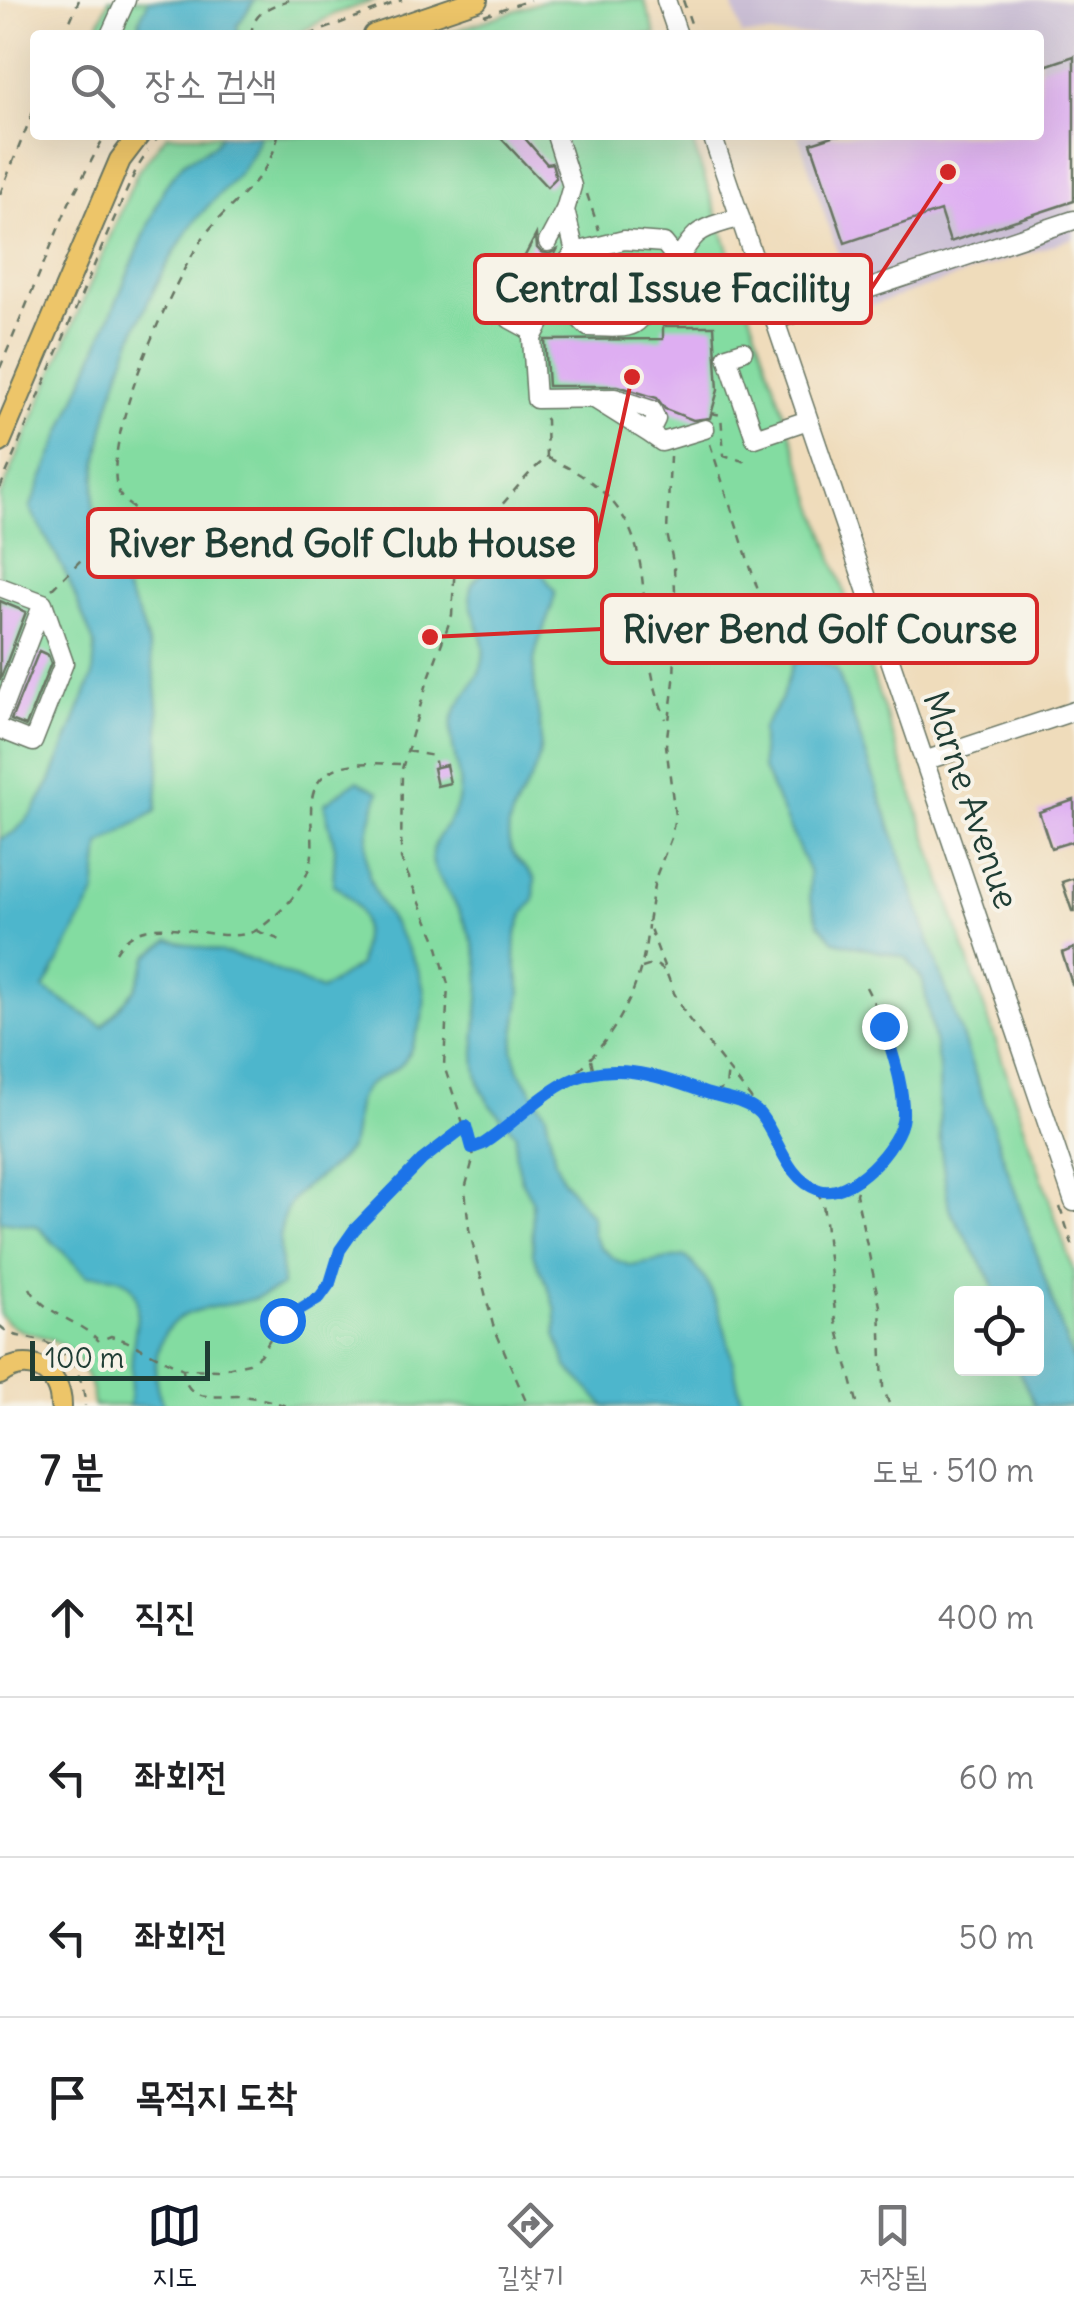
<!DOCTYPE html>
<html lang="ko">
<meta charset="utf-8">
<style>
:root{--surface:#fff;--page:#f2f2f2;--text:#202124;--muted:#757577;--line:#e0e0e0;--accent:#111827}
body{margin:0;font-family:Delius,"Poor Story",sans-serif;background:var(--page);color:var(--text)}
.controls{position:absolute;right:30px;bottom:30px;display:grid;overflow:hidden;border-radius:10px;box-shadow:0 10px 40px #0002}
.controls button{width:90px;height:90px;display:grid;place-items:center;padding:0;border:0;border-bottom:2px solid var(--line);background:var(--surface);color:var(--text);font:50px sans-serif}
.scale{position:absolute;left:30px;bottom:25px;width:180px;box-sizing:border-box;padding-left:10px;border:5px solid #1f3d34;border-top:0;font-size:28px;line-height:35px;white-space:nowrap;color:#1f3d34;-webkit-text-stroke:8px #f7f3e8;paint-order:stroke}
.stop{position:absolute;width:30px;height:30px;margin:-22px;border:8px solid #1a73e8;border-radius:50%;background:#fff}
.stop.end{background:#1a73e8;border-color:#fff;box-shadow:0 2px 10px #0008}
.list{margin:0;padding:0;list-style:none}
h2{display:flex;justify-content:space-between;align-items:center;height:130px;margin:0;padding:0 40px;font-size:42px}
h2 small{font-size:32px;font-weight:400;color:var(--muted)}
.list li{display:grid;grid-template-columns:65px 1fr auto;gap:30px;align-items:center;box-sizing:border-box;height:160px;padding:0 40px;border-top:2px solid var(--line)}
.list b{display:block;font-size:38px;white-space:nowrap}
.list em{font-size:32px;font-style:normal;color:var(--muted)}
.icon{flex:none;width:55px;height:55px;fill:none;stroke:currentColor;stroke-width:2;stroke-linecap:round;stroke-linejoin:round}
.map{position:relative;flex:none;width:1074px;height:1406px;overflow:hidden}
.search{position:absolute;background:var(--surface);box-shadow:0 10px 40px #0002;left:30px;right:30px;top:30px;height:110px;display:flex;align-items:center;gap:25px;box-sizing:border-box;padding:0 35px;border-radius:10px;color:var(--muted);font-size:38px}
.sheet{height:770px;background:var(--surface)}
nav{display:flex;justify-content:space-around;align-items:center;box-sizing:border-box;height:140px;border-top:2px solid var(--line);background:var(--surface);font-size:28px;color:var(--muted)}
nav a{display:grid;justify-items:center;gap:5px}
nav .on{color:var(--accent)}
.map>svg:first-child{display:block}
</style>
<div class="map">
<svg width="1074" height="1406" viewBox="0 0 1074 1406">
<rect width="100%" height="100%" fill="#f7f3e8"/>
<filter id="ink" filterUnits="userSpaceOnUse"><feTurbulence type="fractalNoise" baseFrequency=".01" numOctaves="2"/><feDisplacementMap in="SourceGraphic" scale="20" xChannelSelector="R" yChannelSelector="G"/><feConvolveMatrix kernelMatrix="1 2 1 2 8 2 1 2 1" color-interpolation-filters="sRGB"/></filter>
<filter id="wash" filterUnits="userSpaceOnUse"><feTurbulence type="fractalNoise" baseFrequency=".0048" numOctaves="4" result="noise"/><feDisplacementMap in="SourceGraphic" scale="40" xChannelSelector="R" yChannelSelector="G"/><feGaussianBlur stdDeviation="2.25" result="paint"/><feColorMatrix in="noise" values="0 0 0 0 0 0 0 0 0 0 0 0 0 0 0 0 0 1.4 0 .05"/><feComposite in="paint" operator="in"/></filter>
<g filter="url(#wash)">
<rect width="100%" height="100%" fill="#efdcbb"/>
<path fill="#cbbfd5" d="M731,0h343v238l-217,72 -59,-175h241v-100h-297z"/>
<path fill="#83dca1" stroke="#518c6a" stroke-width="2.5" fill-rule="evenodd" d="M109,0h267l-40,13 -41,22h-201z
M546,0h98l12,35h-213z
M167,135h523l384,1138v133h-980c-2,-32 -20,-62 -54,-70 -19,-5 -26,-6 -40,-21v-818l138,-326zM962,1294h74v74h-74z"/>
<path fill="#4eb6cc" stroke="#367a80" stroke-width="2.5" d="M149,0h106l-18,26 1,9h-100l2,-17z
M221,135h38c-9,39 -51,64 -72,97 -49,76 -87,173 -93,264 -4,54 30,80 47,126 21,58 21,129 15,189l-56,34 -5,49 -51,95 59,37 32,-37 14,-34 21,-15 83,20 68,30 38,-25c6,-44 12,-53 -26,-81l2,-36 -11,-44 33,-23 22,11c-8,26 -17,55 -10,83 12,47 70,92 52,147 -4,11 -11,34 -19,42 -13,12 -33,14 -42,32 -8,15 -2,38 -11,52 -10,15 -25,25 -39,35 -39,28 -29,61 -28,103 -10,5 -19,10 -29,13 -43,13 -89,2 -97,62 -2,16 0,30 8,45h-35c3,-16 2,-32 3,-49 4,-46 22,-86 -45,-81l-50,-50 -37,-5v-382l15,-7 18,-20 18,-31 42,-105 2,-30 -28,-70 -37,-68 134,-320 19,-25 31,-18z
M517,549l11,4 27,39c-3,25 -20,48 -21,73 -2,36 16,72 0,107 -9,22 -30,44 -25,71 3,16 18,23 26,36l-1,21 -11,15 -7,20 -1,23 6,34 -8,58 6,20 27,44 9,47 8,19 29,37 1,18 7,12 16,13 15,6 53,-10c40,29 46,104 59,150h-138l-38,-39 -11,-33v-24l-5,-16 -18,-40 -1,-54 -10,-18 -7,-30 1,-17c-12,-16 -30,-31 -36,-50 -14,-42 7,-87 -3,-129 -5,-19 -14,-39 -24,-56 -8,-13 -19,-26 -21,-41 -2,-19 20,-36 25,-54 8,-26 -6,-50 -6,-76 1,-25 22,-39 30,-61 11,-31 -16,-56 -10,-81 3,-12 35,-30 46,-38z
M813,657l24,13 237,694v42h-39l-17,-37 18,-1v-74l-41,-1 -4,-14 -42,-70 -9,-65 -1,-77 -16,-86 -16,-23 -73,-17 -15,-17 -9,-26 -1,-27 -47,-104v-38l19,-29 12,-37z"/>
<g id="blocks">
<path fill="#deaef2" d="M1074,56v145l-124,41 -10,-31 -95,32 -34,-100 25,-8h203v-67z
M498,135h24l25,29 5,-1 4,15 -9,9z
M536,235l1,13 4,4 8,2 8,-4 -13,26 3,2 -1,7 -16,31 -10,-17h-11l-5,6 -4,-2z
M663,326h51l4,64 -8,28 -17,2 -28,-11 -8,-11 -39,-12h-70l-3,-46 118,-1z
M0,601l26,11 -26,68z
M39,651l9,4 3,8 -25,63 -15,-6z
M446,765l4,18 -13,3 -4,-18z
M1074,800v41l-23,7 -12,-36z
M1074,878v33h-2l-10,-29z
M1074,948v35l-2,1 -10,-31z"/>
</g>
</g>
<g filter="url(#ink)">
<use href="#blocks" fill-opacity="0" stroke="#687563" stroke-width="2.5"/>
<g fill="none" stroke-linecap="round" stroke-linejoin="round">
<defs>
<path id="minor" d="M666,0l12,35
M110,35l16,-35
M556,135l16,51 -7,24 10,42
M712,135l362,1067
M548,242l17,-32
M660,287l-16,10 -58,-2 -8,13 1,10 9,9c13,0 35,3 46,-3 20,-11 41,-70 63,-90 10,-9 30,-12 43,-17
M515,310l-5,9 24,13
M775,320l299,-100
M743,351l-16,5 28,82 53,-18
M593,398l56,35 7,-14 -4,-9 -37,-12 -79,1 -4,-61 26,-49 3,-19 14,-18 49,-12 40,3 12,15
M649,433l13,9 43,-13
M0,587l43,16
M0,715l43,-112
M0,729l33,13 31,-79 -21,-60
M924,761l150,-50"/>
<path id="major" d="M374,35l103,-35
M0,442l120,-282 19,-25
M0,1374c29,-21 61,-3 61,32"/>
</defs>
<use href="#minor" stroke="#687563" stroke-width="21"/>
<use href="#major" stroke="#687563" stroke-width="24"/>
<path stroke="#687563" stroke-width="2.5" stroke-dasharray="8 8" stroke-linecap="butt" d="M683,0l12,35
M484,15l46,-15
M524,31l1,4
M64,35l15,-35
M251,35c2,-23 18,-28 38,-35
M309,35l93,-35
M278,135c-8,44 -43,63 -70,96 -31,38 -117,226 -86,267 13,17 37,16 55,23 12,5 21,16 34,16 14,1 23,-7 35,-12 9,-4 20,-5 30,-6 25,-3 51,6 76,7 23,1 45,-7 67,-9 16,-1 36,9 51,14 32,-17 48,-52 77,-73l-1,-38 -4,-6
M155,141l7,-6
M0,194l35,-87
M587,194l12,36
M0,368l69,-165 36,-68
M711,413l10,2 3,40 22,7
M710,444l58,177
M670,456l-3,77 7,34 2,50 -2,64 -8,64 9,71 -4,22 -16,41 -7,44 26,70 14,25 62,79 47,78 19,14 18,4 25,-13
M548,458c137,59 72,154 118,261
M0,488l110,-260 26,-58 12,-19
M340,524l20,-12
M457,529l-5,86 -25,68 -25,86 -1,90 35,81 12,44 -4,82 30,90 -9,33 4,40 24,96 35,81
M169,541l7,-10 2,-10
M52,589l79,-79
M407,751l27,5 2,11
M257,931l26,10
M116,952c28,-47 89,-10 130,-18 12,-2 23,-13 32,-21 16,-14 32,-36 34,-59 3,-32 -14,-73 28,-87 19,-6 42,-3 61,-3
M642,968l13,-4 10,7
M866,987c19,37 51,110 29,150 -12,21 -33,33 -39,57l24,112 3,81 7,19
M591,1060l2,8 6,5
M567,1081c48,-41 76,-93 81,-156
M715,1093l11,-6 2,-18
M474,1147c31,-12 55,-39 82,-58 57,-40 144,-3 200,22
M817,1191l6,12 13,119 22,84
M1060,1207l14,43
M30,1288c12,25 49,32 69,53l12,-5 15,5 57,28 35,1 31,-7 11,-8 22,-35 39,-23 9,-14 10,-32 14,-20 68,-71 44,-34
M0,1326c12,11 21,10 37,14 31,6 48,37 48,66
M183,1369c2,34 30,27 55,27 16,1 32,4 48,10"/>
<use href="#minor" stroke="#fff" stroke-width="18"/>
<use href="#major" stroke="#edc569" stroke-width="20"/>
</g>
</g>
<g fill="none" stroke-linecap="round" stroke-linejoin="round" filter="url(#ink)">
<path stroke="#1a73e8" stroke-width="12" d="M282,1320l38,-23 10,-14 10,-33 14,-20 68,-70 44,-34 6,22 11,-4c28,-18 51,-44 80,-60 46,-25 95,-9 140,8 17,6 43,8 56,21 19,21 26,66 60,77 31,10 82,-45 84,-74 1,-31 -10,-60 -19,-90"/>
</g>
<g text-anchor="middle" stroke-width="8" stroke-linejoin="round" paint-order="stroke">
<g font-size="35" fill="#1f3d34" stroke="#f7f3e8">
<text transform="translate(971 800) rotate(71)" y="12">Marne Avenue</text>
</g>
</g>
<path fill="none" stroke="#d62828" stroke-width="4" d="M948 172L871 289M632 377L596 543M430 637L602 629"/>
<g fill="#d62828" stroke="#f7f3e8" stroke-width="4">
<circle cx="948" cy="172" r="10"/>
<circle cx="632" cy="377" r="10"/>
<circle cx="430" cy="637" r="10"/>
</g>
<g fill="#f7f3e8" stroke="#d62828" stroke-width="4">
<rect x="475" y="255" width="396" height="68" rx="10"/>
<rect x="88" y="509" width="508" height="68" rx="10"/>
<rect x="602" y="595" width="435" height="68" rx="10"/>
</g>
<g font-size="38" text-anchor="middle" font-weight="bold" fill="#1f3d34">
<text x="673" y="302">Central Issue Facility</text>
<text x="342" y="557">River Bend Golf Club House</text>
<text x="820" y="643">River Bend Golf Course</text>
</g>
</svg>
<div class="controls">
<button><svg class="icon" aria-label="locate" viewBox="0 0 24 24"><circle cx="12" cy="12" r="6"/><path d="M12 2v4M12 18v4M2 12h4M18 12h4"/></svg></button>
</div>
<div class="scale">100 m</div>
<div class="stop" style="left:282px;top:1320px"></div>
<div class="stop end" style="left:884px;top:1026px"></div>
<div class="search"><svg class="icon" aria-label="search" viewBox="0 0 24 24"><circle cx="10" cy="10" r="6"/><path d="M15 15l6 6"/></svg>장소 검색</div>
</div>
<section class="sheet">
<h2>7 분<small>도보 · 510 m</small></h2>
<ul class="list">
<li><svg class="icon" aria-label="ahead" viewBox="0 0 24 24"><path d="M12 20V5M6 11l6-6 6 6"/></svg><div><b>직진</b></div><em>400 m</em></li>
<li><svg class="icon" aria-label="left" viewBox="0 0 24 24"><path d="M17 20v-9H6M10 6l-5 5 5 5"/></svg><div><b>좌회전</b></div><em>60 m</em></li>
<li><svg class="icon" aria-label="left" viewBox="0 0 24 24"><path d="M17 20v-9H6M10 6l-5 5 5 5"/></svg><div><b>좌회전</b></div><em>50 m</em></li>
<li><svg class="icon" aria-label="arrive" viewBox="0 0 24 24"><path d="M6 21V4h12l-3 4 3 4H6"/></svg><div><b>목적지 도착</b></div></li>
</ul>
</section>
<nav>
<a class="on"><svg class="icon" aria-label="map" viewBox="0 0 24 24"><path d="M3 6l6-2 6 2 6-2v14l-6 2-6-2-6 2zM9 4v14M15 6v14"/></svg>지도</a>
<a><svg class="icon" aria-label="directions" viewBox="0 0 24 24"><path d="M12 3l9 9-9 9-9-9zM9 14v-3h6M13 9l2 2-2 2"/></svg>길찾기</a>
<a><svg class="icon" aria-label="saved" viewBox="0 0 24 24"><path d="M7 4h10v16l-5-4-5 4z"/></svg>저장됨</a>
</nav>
************
**Task goal**
Read through the entries and copy every line that includes "numOctaves".

**Result of this task**
<filter id="ink" filterUnits="userSpaceOnUse"><feTurbulence type="fractalNoise" baseFrequency=".01" numOctaves="2"/><feDisplacementMap in="SourceGraphic" scale="20" xChannelSelector="R" yChannelSelector="G"/><feConvolveMatrix kernelMatrix="1 2 1 2 8 2 1 2 1" color-interpolation-filters="sRGB"/></filter>
<filter id="wash" filterUnits="userSpaceOnUse"><feTurbulence type="fractalNoise" baseFrequency=".0048" numOctaves="4" result="noise"/><feDisplacementMap in="SourceGraphic" scale="40" xChannelSelector="R" yChannelSelector="G"/><feGaussianBlur stdDeviation="2.25" result="paint"/><feColorMatrix in="noise" values="0 0 0 0 0 0 0 0 0 0 0 0 0 0 0 0 0 1.4 0 .05"/><feComposite in="paint" operator="in"/></filter>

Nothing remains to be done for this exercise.